School board member Ron Moore said Gish made "an excellent point."
"We're all for good things," Moore said. "There are a hundred organizations that can do it, we don't have to get the Seven Project whose primary focus is religion -- are we pushing it or have we crossed the line -- and those are some of the things we need to look at."
Cindy Kelly, a Kansas Association of School Boards attorney, talked to board members about laws regarding distribution of materials.
"Once we allow them (schools) to be opened, to be used by outside groups, the courts have said we can't discriminate against a group based on what they want to talk about when they're using our facility," Kelly said.
But she noted, that doesn't give religious groups "the right to try to proselytize to our students or to try to convert them or tell them they should have certain religious beliefs."
What the district can do is to have time, place and manner restrictions, Kelly said.
"We can say this area is only open from 5 o'clock at night until 10 o'clock at night, or we can say is you want to distribute literature, we will set this table here by the door and that's where you can place it," Kelly said. "... As long as we're treating all viewpoints the same, we're not discriminating."

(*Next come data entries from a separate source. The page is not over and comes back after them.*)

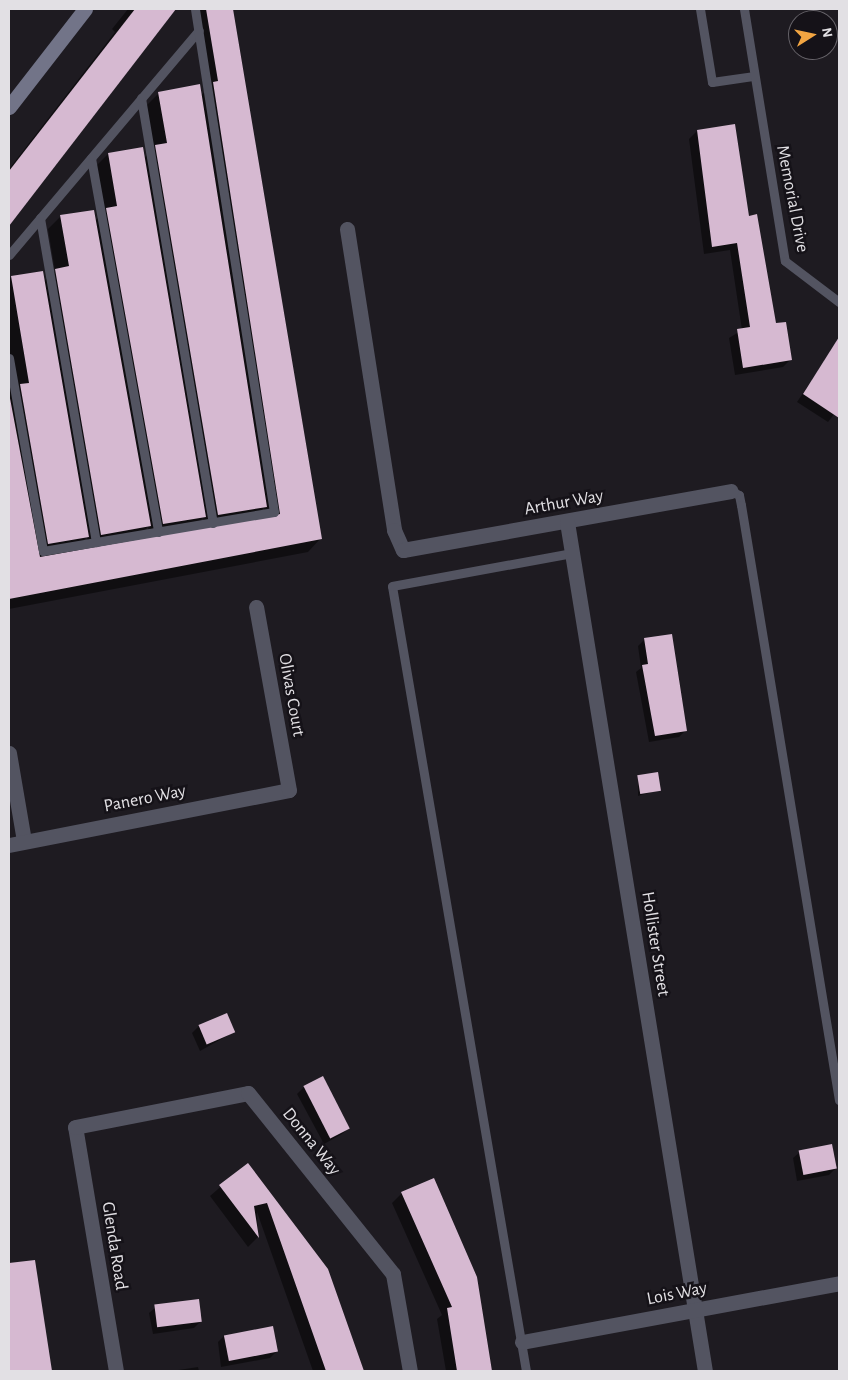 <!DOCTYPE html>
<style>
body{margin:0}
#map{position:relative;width:848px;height:1380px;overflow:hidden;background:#1e1b21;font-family:"Alegreya Sans",sans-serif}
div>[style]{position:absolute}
.shadow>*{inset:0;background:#0007}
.building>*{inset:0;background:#d6b9d1;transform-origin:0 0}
.lane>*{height:9px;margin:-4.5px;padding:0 4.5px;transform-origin:4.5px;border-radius:4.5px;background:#535461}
.street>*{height:15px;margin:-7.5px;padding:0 7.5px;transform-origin:7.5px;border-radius:7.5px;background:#535461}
.secondary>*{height:15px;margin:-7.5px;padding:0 7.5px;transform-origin:7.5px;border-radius:7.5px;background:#727488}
span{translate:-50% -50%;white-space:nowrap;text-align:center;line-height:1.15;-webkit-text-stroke:5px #151218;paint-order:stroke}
.street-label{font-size:18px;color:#e2e0e4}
.frame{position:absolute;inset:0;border:10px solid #e2e0e4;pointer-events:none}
.north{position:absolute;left:788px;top:10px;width:50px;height:50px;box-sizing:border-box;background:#151218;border:1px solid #67646a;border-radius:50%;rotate:80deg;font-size:14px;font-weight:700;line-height:20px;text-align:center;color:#e2e0e4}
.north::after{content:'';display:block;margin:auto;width:18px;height:22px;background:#f2a542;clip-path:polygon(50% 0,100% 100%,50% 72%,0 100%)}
</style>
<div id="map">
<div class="shadow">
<div style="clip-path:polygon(128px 9px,174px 9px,9px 224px,9px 169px,115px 32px,112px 29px)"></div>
<div style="clip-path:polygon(evenodd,195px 9px,231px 9px,321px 538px,308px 552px,9px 609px,9px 278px,42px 272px,43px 282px,55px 271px,48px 229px,61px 216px,95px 221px,103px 212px,95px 167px,108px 154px,144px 158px,153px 149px,146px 106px,159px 93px,201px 95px,205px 92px,195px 9px,264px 508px,266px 518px,250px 522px,264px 508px,195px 9px,203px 518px,205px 528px,116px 545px,136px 539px,148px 527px,150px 537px,191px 530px,203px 518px,195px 9px,87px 537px,89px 549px,72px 552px,87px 537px)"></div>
<div style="clip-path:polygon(697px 131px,748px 217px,775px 324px,790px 360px,783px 367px,735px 375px,729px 338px,742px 330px,730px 250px,704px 254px,689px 139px)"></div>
<div style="clip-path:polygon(830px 353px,839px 359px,839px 408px,828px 422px,797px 402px)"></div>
<div style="clip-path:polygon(645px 639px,686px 730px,679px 737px,649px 742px,636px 672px,641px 668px,638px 646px)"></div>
<div style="clip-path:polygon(638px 776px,659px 790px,638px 796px)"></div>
<div style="clip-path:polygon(199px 1026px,234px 1032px,200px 1051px,192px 1033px)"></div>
<div style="clip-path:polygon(304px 1087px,349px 1128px,342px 1134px,324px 1144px,297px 1094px)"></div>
<div style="clip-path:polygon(800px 1152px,836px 1168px,829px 1175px,797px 1181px,793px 1158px)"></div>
<div style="clip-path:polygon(247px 1164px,327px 1270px,363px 1371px,313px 1371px,257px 1212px,258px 1237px,248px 1247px,210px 1196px)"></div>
<div style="clip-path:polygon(402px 1193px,476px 1277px,491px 1371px,446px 1371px,437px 1319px,442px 1315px,392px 1203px)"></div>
<div style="clip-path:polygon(33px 1261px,51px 1371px,9px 1371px,9px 1265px)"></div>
<div style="clip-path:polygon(156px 1307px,201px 1321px,194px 1328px,153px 1334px,149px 1313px)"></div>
<div style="clip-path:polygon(272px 1327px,276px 1352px,270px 1358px,221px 1367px,218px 1342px,224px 1336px)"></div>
<div style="clip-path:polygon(198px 1367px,199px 1371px,172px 1371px)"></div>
</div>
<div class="building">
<div style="clip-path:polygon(135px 9px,176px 9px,9px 226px,9px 171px)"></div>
<div style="clip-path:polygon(206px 9px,233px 9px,322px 539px,9px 599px,9px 393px,40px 557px,280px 514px,213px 82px,218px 81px)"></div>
<div style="clip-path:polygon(200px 84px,267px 507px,218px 515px,155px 145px,167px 143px,158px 92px)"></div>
<div style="clip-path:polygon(735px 124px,749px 216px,757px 214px,776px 323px,786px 322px,792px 360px,743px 368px,737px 329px,750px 327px,737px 243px,712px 247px,697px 130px)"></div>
<div style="clip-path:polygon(143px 147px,206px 517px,163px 524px,106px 208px,117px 206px,108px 153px)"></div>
<div style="clip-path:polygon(94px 210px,151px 526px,101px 535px,55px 269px,69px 266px,60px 215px)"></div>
<div style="clip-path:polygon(43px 271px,89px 537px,48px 544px,20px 384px,29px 383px,11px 276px)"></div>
<div style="clip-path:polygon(839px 337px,839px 418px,803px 394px)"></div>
<div style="clip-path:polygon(672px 634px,687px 731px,655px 736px,642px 665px,648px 664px,644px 638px)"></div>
<div style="left:658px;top:772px;width:19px;height:21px;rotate:81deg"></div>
<div style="left:227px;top:1013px;width:21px;height:31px;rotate:67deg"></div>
<div style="left:323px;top:1076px;width:59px;height:22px;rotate:63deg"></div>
<div style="left:832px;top:1144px;width:25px;height:34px;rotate:79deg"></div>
<div style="clip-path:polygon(248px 1163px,328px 1269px,364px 1371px,326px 1371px,267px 1203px,254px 1206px,259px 1238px,219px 1185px)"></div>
<div style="clip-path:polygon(434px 1178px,477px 1277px,492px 1371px,457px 1371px,447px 1308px,452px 1307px,401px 1192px)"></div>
<div style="clip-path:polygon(35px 1260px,52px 1371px,9px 1371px,9px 1263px)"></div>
<div style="left:199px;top:1299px;width:23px;height:45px;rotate:83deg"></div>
<div style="left:273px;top:1326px;width:26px;height:50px;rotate:79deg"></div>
</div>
<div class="lane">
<div style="left:700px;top:9px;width:74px;rotate:80.7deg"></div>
<div style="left:712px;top:82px;width:41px;rotate:-8.3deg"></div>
<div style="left:744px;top:9px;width:255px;rotate:80.8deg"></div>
<div style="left:785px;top:261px;width:68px;rotate:37.2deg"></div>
<div style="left:141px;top:98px;width:431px;rotate:80.4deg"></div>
<div style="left:91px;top:158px;width:380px;rotate:79.8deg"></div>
<div style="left:40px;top:218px;width:329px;rotate:80.2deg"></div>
<div style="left:9px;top:255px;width:294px;rotate:-49.8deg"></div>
<div style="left:9px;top:358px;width:196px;rotate:80deg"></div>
<div style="left:43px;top:551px;width:234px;rotate:-9.6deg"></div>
<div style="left:274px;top:512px;width:509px;rotate:-98.93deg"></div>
<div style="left:731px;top:491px;width:9px;rotate:27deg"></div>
<div style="left:739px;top:495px;width:10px;rotate:79deg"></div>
<div style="left:741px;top:505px;width:603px;rotate:80.65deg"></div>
<div style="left:526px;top:1371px;width:796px;rotate:-99.69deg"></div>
<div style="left:392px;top:586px;width:183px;rotate:-10.4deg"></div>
</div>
<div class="street">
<div style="left:347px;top:229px;width:305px;rotate:81.1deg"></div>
<div style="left:394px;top:530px;width:22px;rotate:66deg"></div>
<div style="left:403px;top:550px;width:333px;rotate:-10.2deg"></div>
<div style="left:567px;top:522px;width:860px;rotate:80.77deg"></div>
<div style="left:9px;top:753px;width:89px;rotate:80.3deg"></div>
<div style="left:9px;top:845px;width:285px;rotate:-11.1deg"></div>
<div style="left:289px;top:790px;width:186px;rotate:-100.2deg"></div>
<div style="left:522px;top:1342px;width:322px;rotate:-10.5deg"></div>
<div style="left:116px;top:1371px;width:247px;rotate:-99.5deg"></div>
<div style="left:75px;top:1127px;width:176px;rotate:-11.1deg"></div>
<div style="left:248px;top:1093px;width:232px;rotate:51.3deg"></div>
<div style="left:393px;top:1274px;width:98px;rotate:80.1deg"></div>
</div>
<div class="secondary">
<div style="left:9px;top:107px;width:124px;rotate:-52.2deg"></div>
</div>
<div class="street-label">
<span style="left:792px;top:199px;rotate:79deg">Memorial Drive</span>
<span style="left:564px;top:503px;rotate:-10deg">Arthur Way</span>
<span style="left:291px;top:695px;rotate:80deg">Olivas Court</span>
<span style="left:145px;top:799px;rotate:-11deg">Panero Way</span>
<span style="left:655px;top:944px;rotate:81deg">Hollister Street</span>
<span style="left:311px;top:1142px;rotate:51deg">Donna Way</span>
<span style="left:114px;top:1246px;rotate:81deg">Glenda Road</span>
<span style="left:677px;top:1294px;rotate:-11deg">Lois Way</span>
</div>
<div class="frame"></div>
<div class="north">N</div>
</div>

And, she noted, religion itself is in its own category.
"It can't be school-sponsored," Kelly said. "You have to have a faculty member supervise the use of a facility, you can not have a school employee involved in a religious activity with the students -- the group needs to be student-initiated and student-led in order to fall under the equal access act."
The law applies only in secondary schools, not in elementary schools, Kelly said.
And she noted, there's no law that says schools must allow non-school related events or distribution of materials.
"You could say we are going to have a totally closed forum at this school," Kelly said.
When board member Ron Moore said that plan would cut out a lot of hassles, Kelly responded, saying, "It could, but it's also politically very unpopular."
Board members asked Kelly to update the school's policy regarding the distribution of materials.